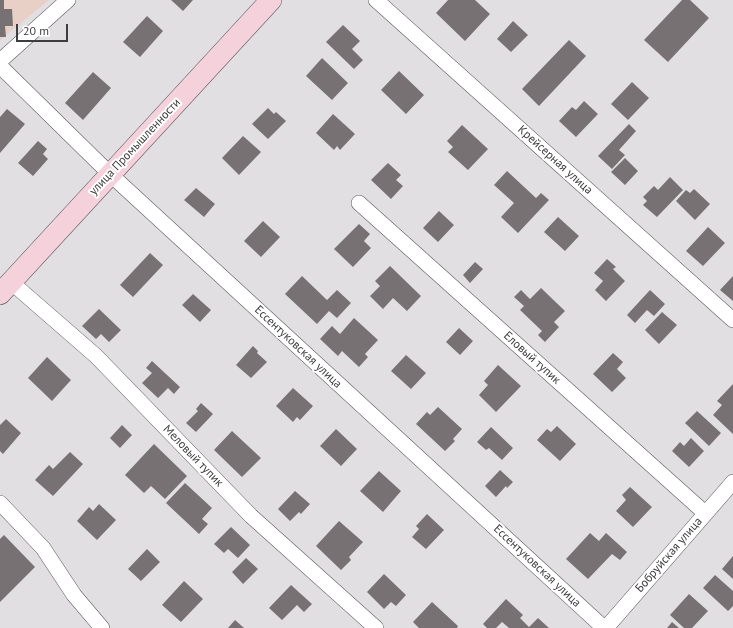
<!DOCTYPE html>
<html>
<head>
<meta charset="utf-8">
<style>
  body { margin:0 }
  #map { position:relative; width:733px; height:628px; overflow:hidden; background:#e2dfe3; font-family:"PT Sans",sans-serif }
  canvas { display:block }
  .scale { position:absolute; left:16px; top:24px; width:52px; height:18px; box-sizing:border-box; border:2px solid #3d3c3e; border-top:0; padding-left:5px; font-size:12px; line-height:14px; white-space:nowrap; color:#3d3c3e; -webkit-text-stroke:3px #fff; paint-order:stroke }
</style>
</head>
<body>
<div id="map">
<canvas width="733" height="628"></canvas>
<div class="scale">20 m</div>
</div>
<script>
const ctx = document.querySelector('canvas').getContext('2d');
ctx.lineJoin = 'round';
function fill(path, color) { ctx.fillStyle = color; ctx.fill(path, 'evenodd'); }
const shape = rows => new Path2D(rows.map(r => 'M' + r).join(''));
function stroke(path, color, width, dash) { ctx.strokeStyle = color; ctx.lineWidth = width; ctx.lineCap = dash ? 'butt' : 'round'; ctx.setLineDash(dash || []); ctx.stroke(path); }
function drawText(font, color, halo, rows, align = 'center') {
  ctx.font = font + ' "PT Sans",sans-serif'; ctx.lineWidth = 4; ctx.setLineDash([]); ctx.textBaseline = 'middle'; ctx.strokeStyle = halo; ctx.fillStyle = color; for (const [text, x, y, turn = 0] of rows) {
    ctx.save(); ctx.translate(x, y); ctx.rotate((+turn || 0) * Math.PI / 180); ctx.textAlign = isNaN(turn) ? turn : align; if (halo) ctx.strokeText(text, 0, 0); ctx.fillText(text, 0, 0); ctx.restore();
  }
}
const industrial = shape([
  [0,0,49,0,0,40]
]);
const building = shape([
  [0,0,4,0,4,9,12,9,13,26,5,26,6,37,0,37],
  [171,0,193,0,183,11],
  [448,0,475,0,490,14,465,41,436,13],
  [682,0,690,0,709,18,668,62,644,40],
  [147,16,163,31,140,57,123,42],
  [513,21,528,35,511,52,497,39],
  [343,25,360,41,352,49,363,60,354,69,326,42],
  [569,40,586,56,539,106,522,89],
  [322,58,348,83,332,100,306,76],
  [399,71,424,95,406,114,381,90],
  [93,72,111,88,83,120,65,103],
  [632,82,649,98,628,120,611,104],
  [584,101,598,114,576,137,559,121,572,107,576,110],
  [268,108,274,114,276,112,286,121,268,139,252,124],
  [7,109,25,124,0,153,0,117],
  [333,114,355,134,340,150,337,146,334,150,316,133],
  [629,124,636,131,619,150,625,155,612,169,598,156],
  [462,125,488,149,468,170,448,152,453,147,447,141],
  [243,136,261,152,239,175,222,158],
  [38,141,47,149,43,154,48,159,33,176,18,163],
  [625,158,638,171,625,185,611,172],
  [388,163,401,175,396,180,403,186,391,199,371,180],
  [507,171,536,198,541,193,549,200,518,233,501,217,514,203,494,185],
  [670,177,683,190,657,217,643,205,647,201,643,197,654,186,658,190],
  [196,188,215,204,204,217,184,200],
  [694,189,710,204,695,220,676,201,686,190,690,193],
  [439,211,454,225,438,242,423,228],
  [558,217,579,236,565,251,544,232],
  [263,221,280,237,261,257,244,241],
  [359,224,370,234,364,241,371,248,353,267,334,249],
  [708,227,725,243,703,266,686,251],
  [150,253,163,265,133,297,120,285],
  [607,259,616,267,613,269,625,281,606,301,595,290,603,281,594,273],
  [475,262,483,269,470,283,463,275],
  [390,266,421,296,407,311,393,298,383,309,370,296,380,286,375,281],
  [302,276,327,300,337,290,351,303,337,318,329,311,317,324,285,294],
  [733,276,733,301,720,290],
  [541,288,565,311,554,322,559,327,545,342,538,335,542,331,520,310,524,306,514,297,521,290,530,299],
  [650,290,665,304,654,316,647,310,635,323,627,315],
  [193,294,211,310,200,322,182,305],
  [99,309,121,330,109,342,101,334,96,339,82,326],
  [662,312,677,325,659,344,645,330],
  [354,318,378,340,365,354,368,357,359,367,342,351,338,356,320,339,332,326,340,334],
  [459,328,473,341,460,355,446,342],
  [253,346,258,351,257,353,267,362,251,378,236,365],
  [613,353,623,362,617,369,626,378,612,392,593,374],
  [406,355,426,373,411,389,391,371],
  [47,357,71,380,52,401,28,378],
  [152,361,180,387,174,394,168,388,158,398,142,383,152,373,146,368],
  [498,365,521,386,496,412,479,395,488,385,484,381],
  [733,384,733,434,713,415,722,405,717,401],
  [293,388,313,406,300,420,297,417,293,422,276,406],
  [201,403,213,414,196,432,186,423,198,411,196,409],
  [438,407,462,429,453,439,455,441,445,451,416,424,427,412,430,415],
  [697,411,721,433,709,446,685,423],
  [6,419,21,433,3,454,0,451,0,425],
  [122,425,132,435,120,448,110,438],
  [557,426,576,444,560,461,537,440,547,429,551,432],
  [491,427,513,448,502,460,489,448,486,450,477,442],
  [336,429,357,449,341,466,320,446],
  [232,431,261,458,242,477,214,450],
  [691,438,704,451,689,467,672,451,680,442,684,446],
  [154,444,187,476,165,499,151,486,144,493,125,475],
  [70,452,83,464,53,496,35,480,49,465,53,469],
  [500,470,513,482,507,488,506,486,496,497,485,486],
  [379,471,401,491,383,512,360,491],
  [185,483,212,508,202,519,208,524,199,534,166,503],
  [630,487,652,507,633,527,616,511,626,500,622,495],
  [295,491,310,504,301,514,299,512,290,521,278,509],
  [99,504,116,520,97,540,77,521,89,507,93,511],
  [427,514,444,530,426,549,412,537,419,529,416,526],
  [339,521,363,542,349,557,351,560,341,570,316,546],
  [231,527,250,545,238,558,228,549,224,553,214,544],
  [590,533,599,541,606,533,627,552,620,560,612,554,588,579,566,559],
  [4,535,35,567,0,602,0,539],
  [147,549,160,562,141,581,128,569],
  [733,556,733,579,722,569],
  [246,558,258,569,243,584,232,572],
  [384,574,406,595,396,606,391,602,384,609,367,592],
  [715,575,733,591,733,606,728,611,703,588],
  [184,581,203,599,181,622,162,605],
  [291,585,312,604,304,612,297,605,282,620,269,608],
  [689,594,708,611,692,628,684,628,670,615],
  [506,599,523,615,520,618,529,627,538,618,549,628,509,628,502,622,496,628,487,628,483,624],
  [432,602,458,626,457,628,419,628,413,622],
  [235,620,244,628,228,628],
  [672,622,679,628,667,628]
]);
const minor = shape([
  [376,0,733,320],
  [0,61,1,67,110,174,604,628],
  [0,61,68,0],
  [359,203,705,513],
  [11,282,96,356,251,516,376,628],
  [0,503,43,548,74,595,102,628],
  [606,628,733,482]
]);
const secondary = shape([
  [0,294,271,0]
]);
const streetNames = [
  ["улица Промышленности",135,147,-47],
  ["Крейсерная улица",555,160,42],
  ["Ессентуковская улица",298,347,43],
  ["Еловый тупик",532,358,42],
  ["Меловый тупик",193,456,46],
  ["Бобруйская улица",669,555,-49],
  ["Ессентуковская улица",537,566,43]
];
fill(industrial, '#e8d0c7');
fill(building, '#777173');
stroke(minor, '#5b585c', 16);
stroke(secondary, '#5b585c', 22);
stroke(minor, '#fff', 15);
stroke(secondary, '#f5d1db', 21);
drawText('12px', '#3d3c3e', '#fff', streetNames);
</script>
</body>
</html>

■ **WHAT THE TASK ASKS**
Where in the entries above does the word "color" appear? Copy each line that has it.

■ **SOLVED EXERCISE**
  .scale { position:absolute; left:16px; top:24px; width:52px; height:18px; box-sizing:border-box; border:2px solid #3d3c3e; border-top:0; padding-left:5px; font-size:12px; line-height:14px; white-space:nowrap; color:#3d3c3e; -webkit-text-stroke:3px #fff; paint-order:stroke }
function fill(path, color) { ctx.fillStyle = color; ctx.fill(path, 'evenodd'); }
function stroke(path, color, width, dash) { ctx.strokeStyle = color; ctx.lineWidth = width; ctx.lineCap = dash ? 'butt' : 'round'; ctx.setLineDash(dash || []); ctx.stroke(path); }
function drawText(font, color, halo, rows, align = 'center') {
  ctx.font = font + ' "PT Sans",sans-serif'; ctx.lineWidth = 4; ctx.setLineDash([]); ctx.textBaseline = 'middle'; ctx.strokeStyle = halo; ctx.fillStyle = color; for (const [text, x, y, turn = 0] of rows) {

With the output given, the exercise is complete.